Does historical success prove what historical determinists say it proves? Not even that. A thriving empire might suffer defeat, a “flourishing civilization” might succumb to foreign invasion. To claim otherwise is to claim the authority of the retrospective view. By what intellectual warrant do I “think up after the event a predestination which the living know nothing of?” Marxian ‘science’ has thus far proven to have known not nearly enough to pronounce such judgments, much less to prophecy so confidently. By 1955, it was obvious that European imperialism was nearly finished, but “does the death of capitalism necessarily follow from this?” In fact, Adam Smith himself regarded imperialism not as the last stage of capitalism but as a departure from it. How is it that “the British working class has a higher standard of living than before the war, in spite of the fact that Britain’s Indian Empire no longer exists”? And was not the Soviet Union one of the last of the European empires? “No one but a crystal-gazer could possibly claim to be able to decipher the riddle of the future.” Insofar as the Western republics themselves subscribe to historicism, they “give some credit to the idea of the inevitable advent of socialism and thus…allow the enemy the conviction that he is somehow in collusion with destiny.” To this day, one hears the Leftist clerisy warn skeptics not to put themselves on ‘the wrong side of History.’ But “on the plane of events, there is no automatic selection which conforms with our moral requirements.” Christians have the sense to expect salvation from God; atheists expect themselves to deliver it. Fanatical in their own kind of religiosity, “the revolutionaries continue to ratiocinate about an inevitable future—a future that they are incapable of describing but which they claim to be able to foretell.” Some of them remain sure enough in their faith to suppose that “the liquidation of the kulaks or the deportation of minorities become mere episodes, painful but unimportant, in a policy aimed at the realization of Reason in History.” “Reason teaches us precisely the opposite—that politics will always remain the art of the irrevocable choice by fallible men in unforeseen circumstances and semi-ignorance. Every impulse towards global planning is doomed to end in tyranny.”
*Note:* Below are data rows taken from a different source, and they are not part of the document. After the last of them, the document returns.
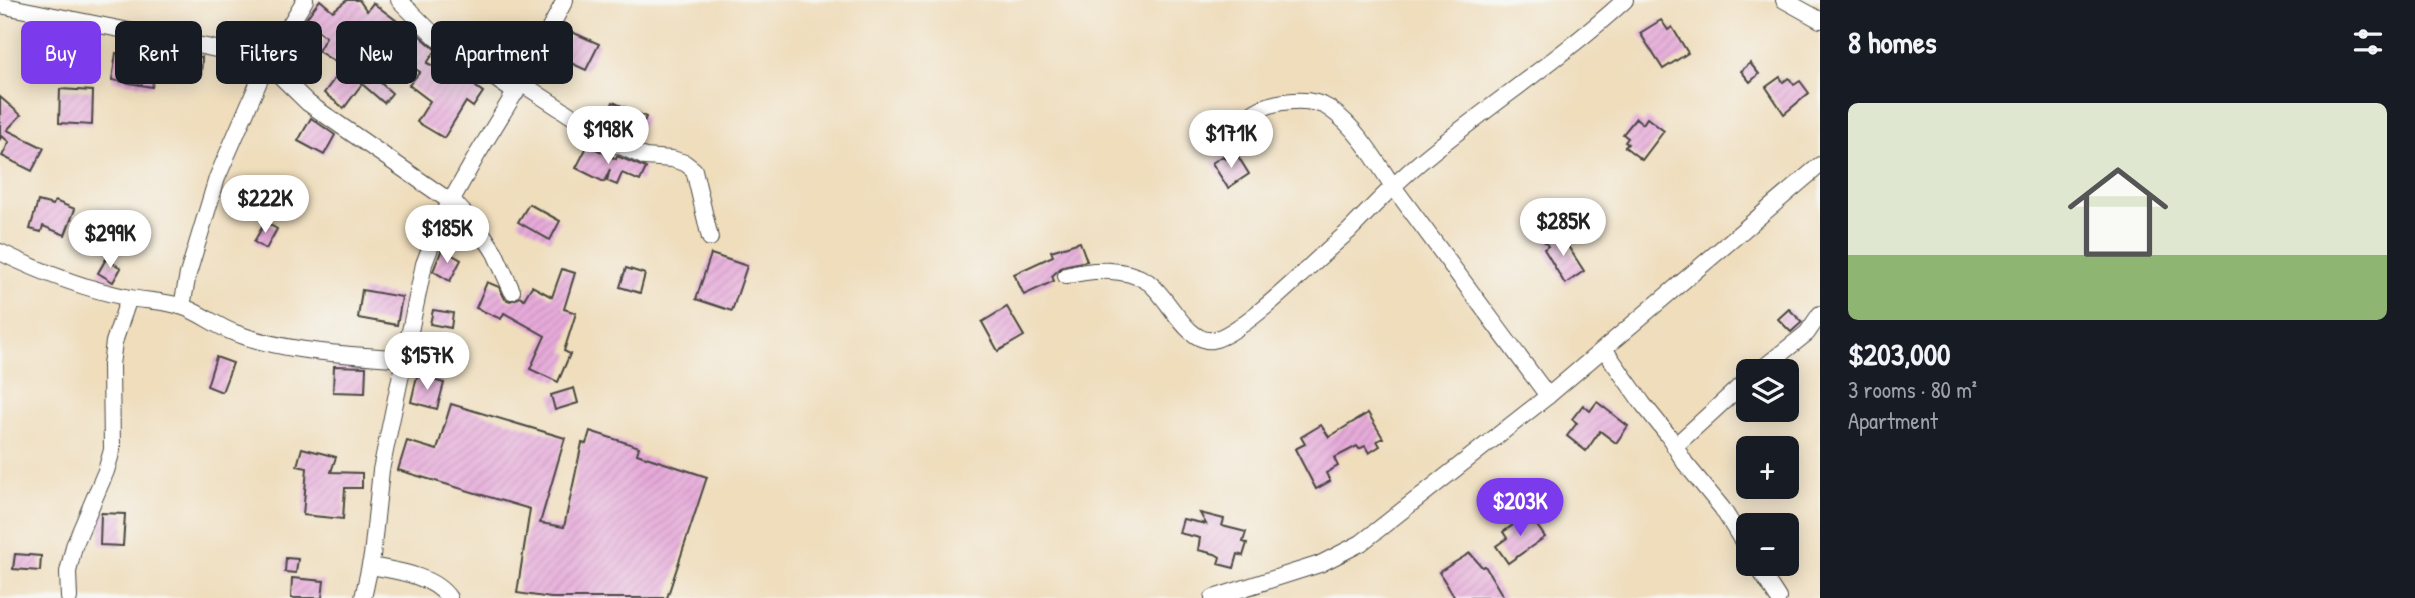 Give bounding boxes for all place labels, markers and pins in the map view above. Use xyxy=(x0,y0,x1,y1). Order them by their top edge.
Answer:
pin: $198K xyxy=(559,106,657,166)
pin: $171K xyxy=(1182,110,1280,170)
pin: $222K xyxy=(216,176,314,235)
pin: $285K xyxy=(1514,198,1612,258)
pin: $185K xyxy=(398,205,496,265)
pin: $299K xyxy=(61,210,159,270)
pin: $157K xyxy=(378,332,476,392)
pin: $203K xyxy=(1471,478,1569,538) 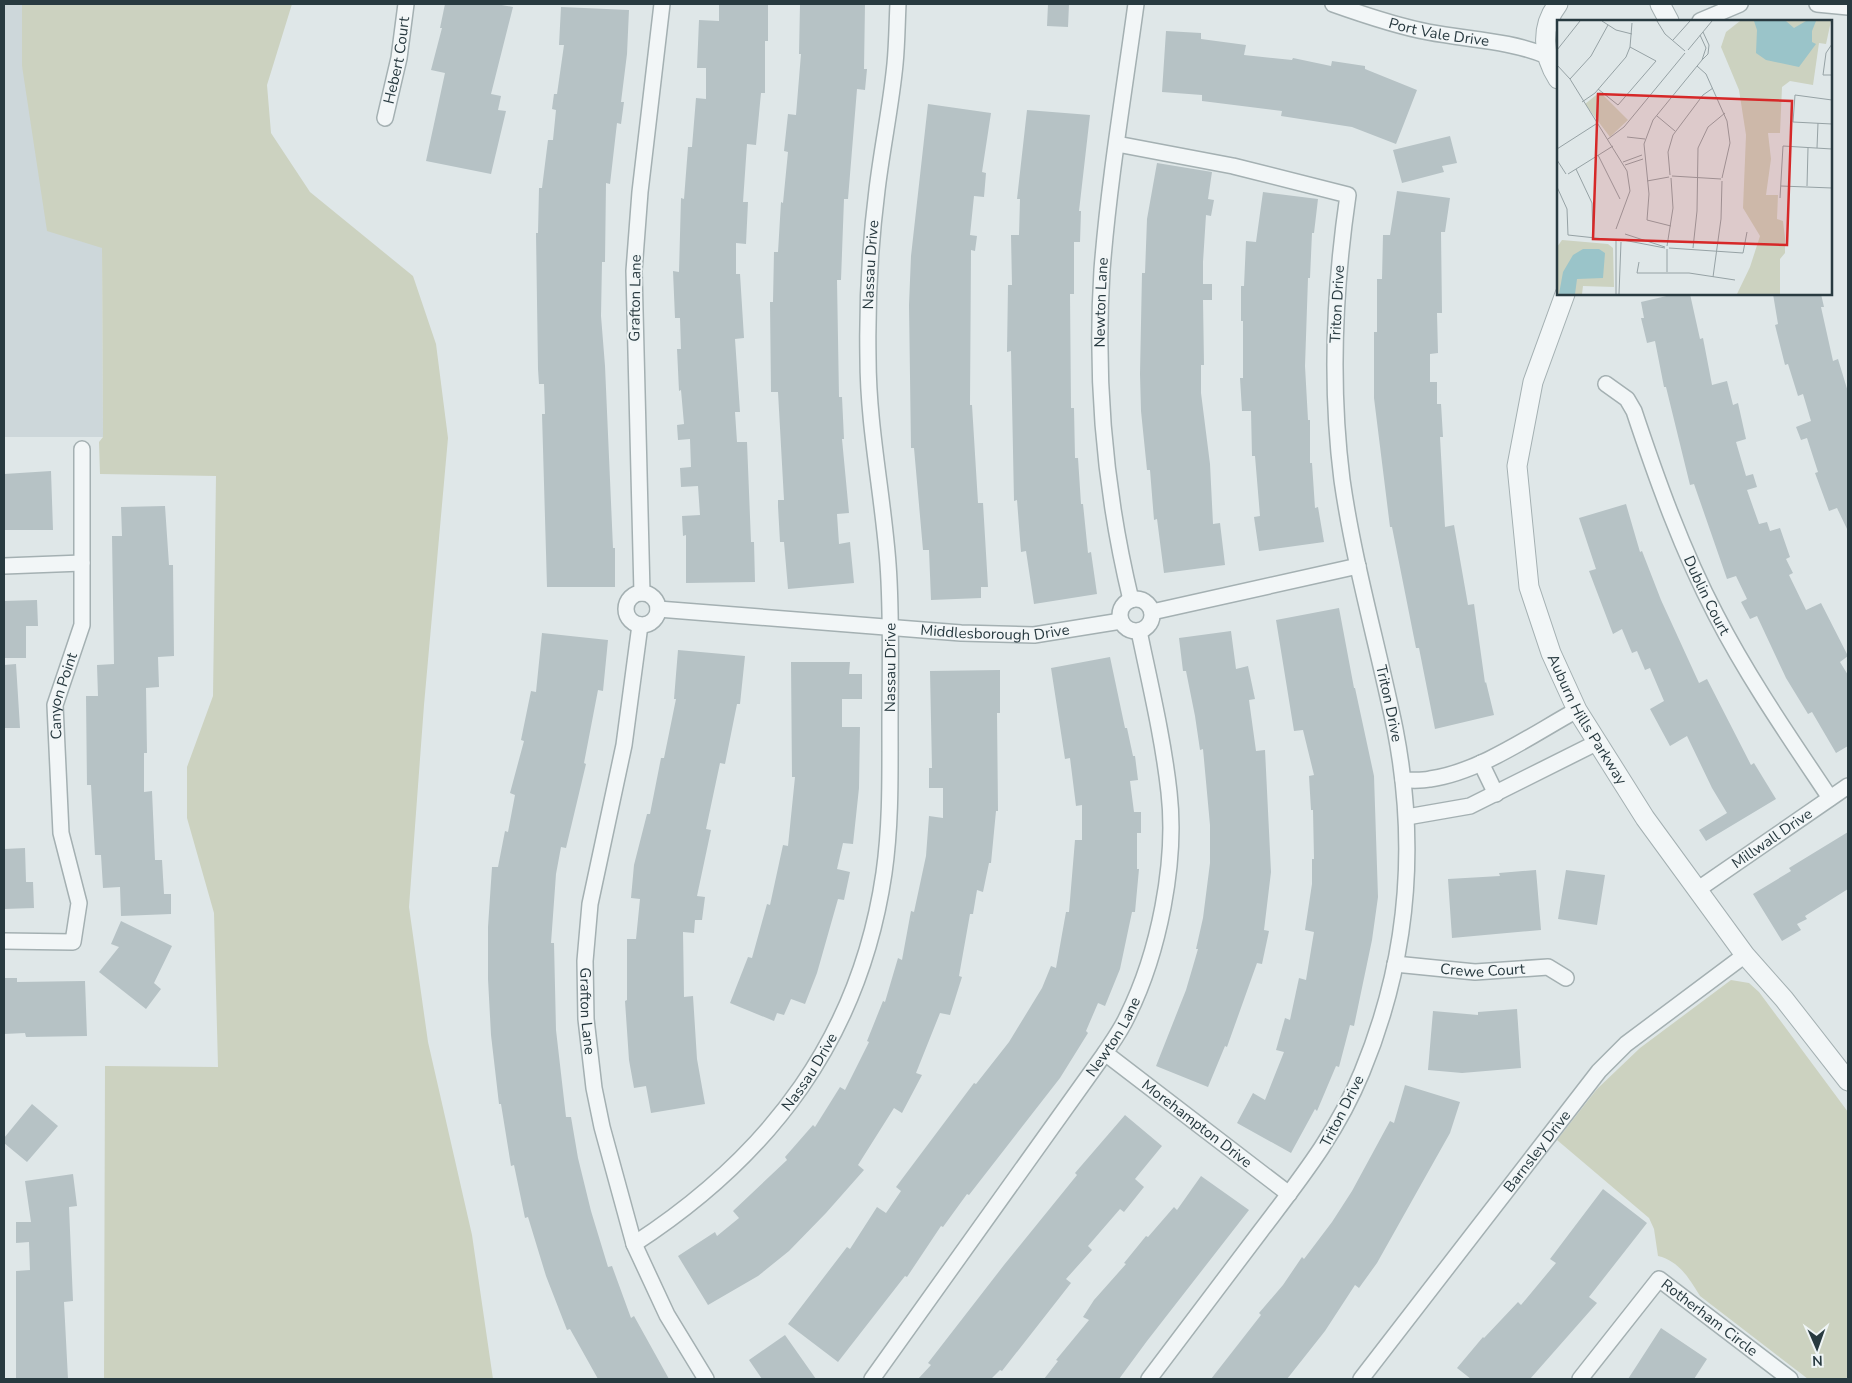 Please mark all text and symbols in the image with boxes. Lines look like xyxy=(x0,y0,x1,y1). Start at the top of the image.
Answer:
street label: Port Vale Drive xyxy=(1386,13,1491,51)
street label: Hebert Court xyxy=(379,15,414,106)
inset map xyxy=(1557,20,1832,295)
street label: Nassau Drive xyxy=(858,219,884,310)
street label: Grafton Lane xyxy=(624,254,646,342)
street label: Newton Lane xyxy=(1090,257,1113,348)
street label: Triton Drive xyxy=(1325,264,1349,344)
street label: Dublin Court xyxy=(1679,552,1735,639)
street label: Middlesborough Drive xyxy=(920,619,1071,645)
street label: Nassau Drive xyxy=(880,623,901,712)
street label: Canyon Point xyxy=(45,649,82,740)
street label: Auburn Hills Parkway xyxy=(1543,651,1632,789)
street label: Triton Drive xyxy=(1371,663,1407,743)
street label: Millwall Drive xyxy=(1728,804,1816,873)
street label: Crewe Court xyxy=(1439,959,1526,982)
street label: Grafton Lane xyxy=(575,967,600,1056)
street label: Newton Lane xyxy=(1081,994,1145,1081)
street label: Nassau Drive xyxy=(777,1029,842,1115)
street label: Triton Drive xyxy=(1315,1072,1369,1150)
street label: Morehampton Drive xyxy=(1138,1075,1256,1172)
street label: Barnsley Drive xyxy=(1499,1106,1575,1196)
street label: Rotherham Circle xyxy=(1657,1274,1762,1361)
north arrow xyxy=(1792,1323,1842,1373)
text: N xyxy=(1812,1351,1823,1370) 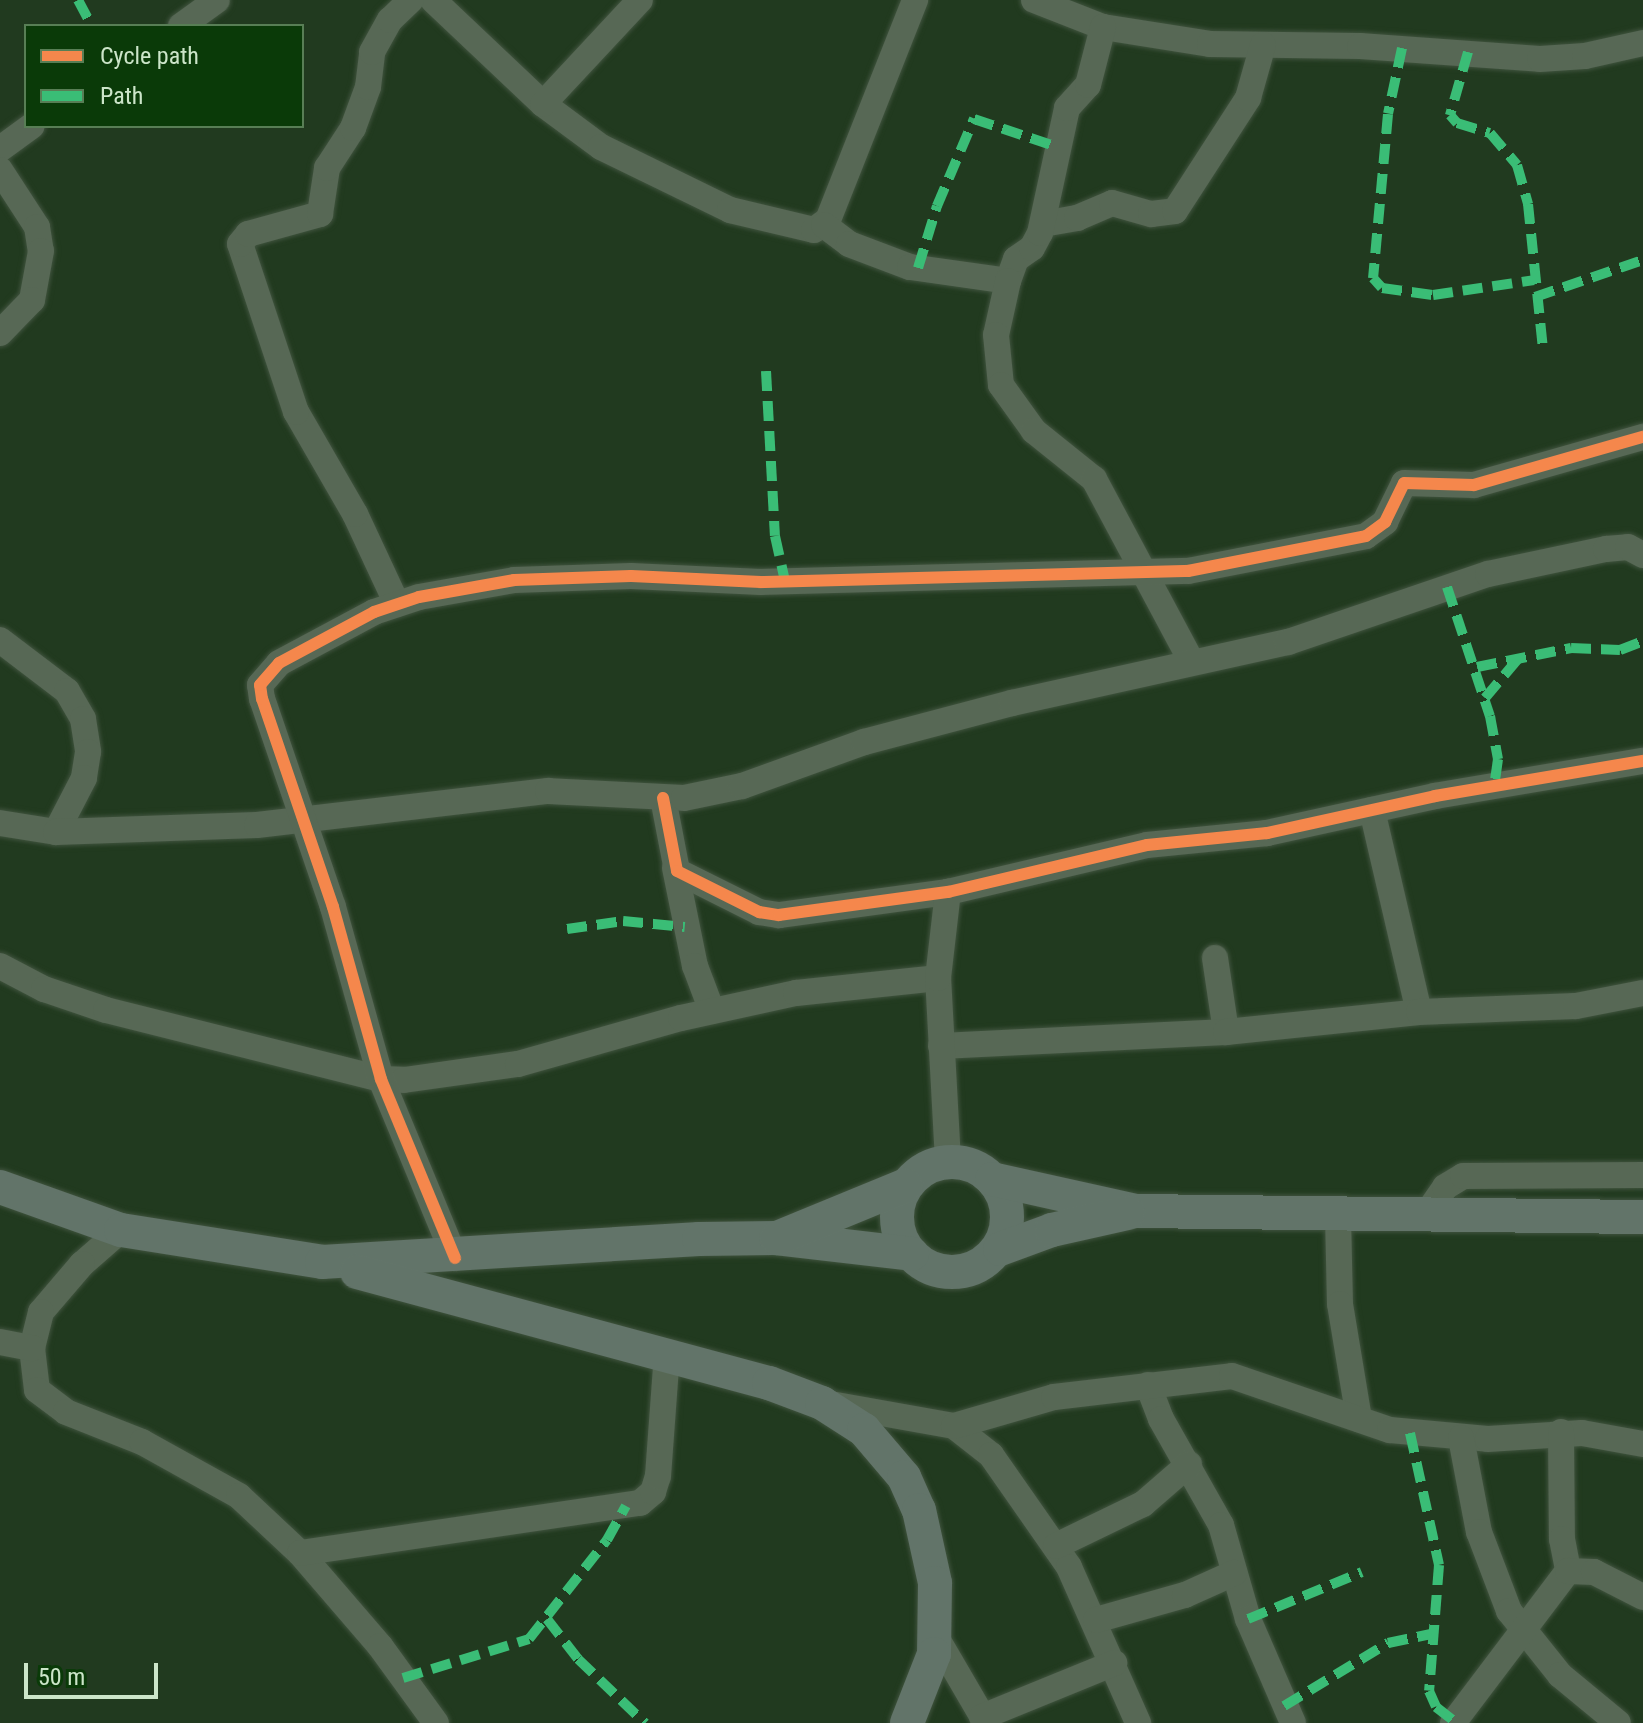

This being so, Aron concludes by considering the intellectuals themselves, with their much-bruited alienation. Ancient regimes had scribes, artists, and experts—usually jurists or “scientists” or would-be decipherers of nature. In Christendom, artists and experts were often part of, or ruled by, the Church. ‘Intellectuals’ derive from the experts, but they now wield the powers of modern science. “The term intelligentsia seems to have been used for the first time in Russia during the nineteenth century” as a term for university-educated young men who had “acquired a culture which was for the most part of Western origin,” as intended by the reformist eighteenth-century czar, Peter the Great. Their ‘Westernization’ and ‘modernization’ detached them, alienated them, from traditional Russia. At the same time, “they felt themselves united b the knowledge they shared and by the attitude they adopted towards the established order,” making some of them incline toward revolution. The modern intellectual, “the man of ideas and the man of science,” asserts his belief “in Man and in Reason.” As such, he might make “technical” criticisms—recommending reformist policies or new laws—criticisms that can jar against human nature and “the intractable necessities of communal life.” He might make “moral criticisms,” denouncing injustices—criticisms that challenge not only “present society” but “any conceivable society.” And he might make “ideological or historical criticism, which attacks the present society in the name of a society to come” and “sketches out the blueprint of a radically different order,” a stance that tempts him to see no evil in his allies and no good in his enemies, for whom “repression is never too excessive.” In all of this, the modern intellectual can become a rationalist without doing enough reasoning, conforming instead to “the logic of human passions.” As in Russia, so in modern societies generally, “revolutionary situations will always crop up wherever there are frustrated unemployed ex-students.”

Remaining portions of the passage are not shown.